- February 2, 2016
- Posted by: admin
- Categories: News Bosnia and Herzegovina, SEE News
Višnja Marilović is an accountant in Sarajevo. Her days have a certain rhythm. But the rhythm became arrhythmia the day her boss asked her to file an invoice for 160 beds … kind of an eye-catching number for a small sports center. Unless he was planning on building the world’s biggest blanket fort, something was fishy. Marilović had a rather strong suspicion that her supervisor was furnishing his newly bought hotel with public funds.
She denounced him and thought her part was done, they moved on. Unfortunately, no. She says she experienced months of death threats, was fired, had a bodyguard and had to tell her children they couldn’t play alone in the street.
That’s when she first heard the word: whistle-blower. “I didn’t even know what it meant at the time,” she says laughing. “I thought it was maybe an insult.”
Perhaps. But what may have been an insult then is now anything but. You would think most countries in Europe, especially the Western, wealthier ones, would have legislation to protect whistle-blowers like Marilović. You’d be wrong. In fact, only one country on the continent — and it’s not France, Germany, Spain or the U.K. — has such a protection-before-trial mechanism. Guess who’s leading a revolution to change all that? It starts with a B.
Being a whistle-blower is no joke in Bosnia — three years ago another whistle-blower there was killed with a car bomb.
As of January of last year, the Bosnian government protects people who denounce corruption. This law means whistle-blowers have the right to come forward with information, the right to keep their jobs when they do and the right to get police protection before a judge assesses their claims. The last point “is a major step forward, because whistle-blowers often spend years in court before they get any support,” explains Mark Worth, manager of the International Whistleblower Project at Blueprint for Free Speech, an Australian nonprofit. Being a whistle-blower is no joke in Bosnia — three years ago another whistle-blower there was killed with a car bomb. Marilović is now helping to head the movement inside her country, and the Balkans at large, by helping pass further groundbreaking whistle-blowing-protection laws.

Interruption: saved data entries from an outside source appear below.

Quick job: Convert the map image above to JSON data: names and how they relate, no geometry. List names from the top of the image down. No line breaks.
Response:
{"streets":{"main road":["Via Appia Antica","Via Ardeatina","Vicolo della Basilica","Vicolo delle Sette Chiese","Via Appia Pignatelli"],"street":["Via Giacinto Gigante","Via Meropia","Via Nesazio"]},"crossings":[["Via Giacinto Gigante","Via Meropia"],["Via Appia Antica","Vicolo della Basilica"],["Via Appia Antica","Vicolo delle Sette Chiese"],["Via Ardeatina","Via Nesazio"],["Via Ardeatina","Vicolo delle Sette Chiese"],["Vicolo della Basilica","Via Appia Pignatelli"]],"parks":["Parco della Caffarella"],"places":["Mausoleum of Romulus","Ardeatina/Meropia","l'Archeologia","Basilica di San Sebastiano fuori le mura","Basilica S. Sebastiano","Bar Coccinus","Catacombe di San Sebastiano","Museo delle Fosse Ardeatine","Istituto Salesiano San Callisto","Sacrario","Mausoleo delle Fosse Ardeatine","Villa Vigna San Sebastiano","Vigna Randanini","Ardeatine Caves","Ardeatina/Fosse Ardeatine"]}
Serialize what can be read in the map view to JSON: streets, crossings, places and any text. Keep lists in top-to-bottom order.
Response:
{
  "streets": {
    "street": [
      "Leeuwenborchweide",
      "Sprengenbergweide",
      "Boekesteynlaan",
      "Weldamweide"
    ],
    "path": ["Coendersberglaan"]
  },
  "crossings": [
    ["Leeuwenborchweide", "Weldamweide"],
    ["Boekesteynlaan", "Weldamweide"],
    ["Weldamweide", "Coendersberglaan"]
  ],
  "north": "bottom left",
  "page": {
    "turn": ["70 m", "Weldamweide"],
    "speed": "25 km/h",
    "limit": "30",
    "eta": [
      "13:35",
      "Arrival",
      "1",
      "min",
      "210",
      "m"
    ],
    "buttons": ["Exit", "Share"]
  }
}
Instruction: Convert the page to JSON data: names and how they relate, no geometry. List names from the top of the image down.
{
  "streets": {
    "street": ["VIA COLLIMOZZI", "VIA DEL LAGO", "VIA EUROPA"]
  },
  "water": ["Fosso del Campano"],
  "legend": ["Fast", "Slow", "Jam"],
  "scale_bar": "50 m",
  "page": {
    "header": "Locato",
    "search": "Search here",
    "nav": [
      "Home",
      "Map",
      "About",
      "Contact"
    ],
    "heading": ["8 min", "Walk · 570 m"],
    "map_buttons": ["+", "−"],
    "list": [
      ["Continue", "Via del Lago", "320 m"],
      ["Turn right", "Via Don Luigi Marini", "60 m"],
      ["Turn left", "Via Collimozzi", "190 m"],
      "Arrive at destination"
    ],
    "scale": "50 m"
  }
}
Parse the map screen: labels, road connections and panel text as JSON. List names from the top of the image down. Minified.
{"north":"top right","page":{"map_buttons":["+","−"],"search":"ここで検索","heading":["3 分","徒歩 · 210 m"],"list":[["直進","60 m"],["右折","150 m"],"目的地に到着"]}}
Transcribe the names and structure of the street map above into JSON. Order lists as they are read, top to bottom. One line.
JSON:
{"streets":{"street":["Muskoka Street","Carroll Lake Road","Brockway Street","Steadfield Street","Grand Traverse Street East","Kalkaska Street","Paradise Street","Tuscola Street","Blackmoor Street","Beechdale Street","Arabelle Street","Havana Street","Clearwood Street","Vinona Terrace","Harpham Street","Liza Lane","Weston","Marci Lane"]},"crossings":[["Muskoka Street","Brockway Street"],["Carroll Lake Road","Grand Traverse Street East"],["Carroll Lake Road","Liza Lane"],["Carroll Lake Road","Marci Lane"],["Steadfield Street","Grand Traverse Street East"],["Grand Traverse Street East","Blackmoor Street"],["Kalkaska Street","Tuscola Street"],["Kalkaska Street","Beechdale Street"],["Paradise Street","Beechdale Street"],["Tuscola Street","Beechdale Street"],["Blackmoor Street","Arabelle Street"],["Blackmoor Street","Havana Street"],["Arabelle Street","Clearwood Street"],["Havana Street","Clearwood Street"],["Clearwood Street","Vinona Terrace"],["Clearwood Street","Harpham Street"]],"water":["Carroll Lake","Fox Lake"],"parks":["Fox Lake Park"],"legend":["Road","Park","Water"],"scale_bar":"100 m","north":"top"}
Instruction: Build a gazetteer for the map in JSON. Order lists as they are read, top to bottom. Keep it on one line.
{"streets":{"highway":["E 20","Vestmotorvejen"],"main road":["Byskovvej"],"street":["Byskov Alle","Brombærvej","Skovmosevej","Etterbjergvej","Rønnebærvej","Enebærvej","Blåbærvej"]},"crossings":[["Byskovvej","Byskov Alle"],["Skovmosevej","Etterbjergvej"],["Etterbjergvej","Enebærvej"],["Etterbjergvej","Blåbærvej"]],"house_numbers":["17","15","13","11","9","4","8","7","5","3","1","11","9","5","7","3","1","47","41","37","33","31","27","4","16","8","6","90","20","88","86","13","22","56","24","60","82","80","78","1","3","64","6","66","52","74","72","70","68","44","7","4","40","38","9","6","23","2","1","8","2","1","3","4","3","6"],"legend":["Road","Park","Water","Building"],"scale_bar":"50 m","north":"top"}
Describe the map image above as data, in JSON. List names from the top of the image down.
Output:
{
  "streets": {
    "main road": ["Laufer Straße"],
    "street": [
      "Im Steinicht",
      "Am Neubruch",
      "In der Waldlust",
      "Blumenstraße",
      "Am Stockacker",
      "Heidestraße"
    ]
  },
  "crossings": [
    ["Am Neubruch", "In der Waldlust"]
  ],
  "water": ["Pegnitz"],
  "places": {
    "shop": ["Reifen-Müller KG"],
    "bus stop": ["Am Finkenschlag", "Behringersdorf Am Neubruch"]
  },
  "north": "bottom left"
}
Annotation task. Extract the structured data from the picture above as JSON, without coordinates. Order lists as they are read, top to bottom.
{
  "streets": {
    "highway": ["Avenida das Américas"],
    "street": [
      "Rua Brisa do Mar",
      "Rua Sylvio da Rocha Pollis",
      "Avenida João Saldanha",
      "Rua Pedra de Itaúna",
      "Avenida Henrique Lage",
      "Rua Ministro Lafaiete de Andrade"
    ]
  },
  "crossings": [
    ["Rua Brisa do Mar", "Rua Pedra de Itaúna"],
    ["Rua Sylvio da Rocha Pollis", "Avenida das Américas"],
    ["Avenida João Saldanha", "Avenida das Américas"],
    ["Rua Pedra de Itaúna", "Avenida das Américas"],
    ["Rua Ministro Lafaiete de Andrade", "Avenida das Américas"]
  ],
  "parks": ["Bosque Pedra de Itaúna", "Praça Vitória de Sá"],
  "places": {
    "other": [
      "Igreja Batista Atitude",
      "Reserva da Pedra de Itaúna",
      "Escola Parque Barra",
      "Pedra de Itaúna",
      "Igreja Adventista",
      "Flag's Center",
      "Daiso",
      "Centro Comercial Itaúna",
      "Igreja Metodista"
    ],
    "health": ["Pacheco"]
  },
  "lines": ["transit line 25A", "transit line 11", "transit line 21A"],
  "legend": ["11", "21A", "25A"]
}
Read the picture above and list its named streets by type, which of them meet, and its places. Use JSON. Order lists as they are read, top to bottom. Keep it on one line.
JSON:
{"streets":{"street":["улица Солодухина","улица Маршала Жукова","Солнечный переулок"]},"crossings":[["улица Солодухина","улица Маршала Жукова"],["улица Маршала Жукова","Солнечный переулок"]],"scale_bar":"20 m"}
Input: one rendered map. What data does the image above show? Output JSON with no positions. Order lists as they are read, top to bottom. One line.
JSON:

Given the high levels of public corruption in the Balkans (the region ranks 48th in the index of transparency in the world), it seems almost ironic that Bosnians are the ones standing behind whistle-blowers. Yet it is precisely where there is the least accountability that whistle-blowers are needed the most. According to USAID, corruption costs Bosnia one billion dollars every year. That’s a price its stagnant economy (growing at about 1 percent yearly) simply can’t afford. Bosnia is also in a rush to prove itself worthy of joining the European Union; showing progress on the transparency front will give the nation significant brownie points.
The Bosnian law has already seen its first success case: Danko Bogdanović, the chief of customs of a small town who reported corruption within the Indirect Tax Authority, leading to the arrest of 50 people. But it was far from an easy process. While the law guarantees that whistle-blowers keep their jobs, the man was “suspended” for two years before being put back on the payroll. “It was ‘mission impossible,’ but we made it,” remembers Marilović who now works for the Center for Responsible Democracy LUNA, a pro–whistle-blower NGO, and has co-founded a private consultancy to help public and private actors implement their own transparency policies. So far, two cities in Bosnia have already built their own whistle-blowing schemes. And the Ministry of Defense is working closely with them on how to best implement the law within its ranks.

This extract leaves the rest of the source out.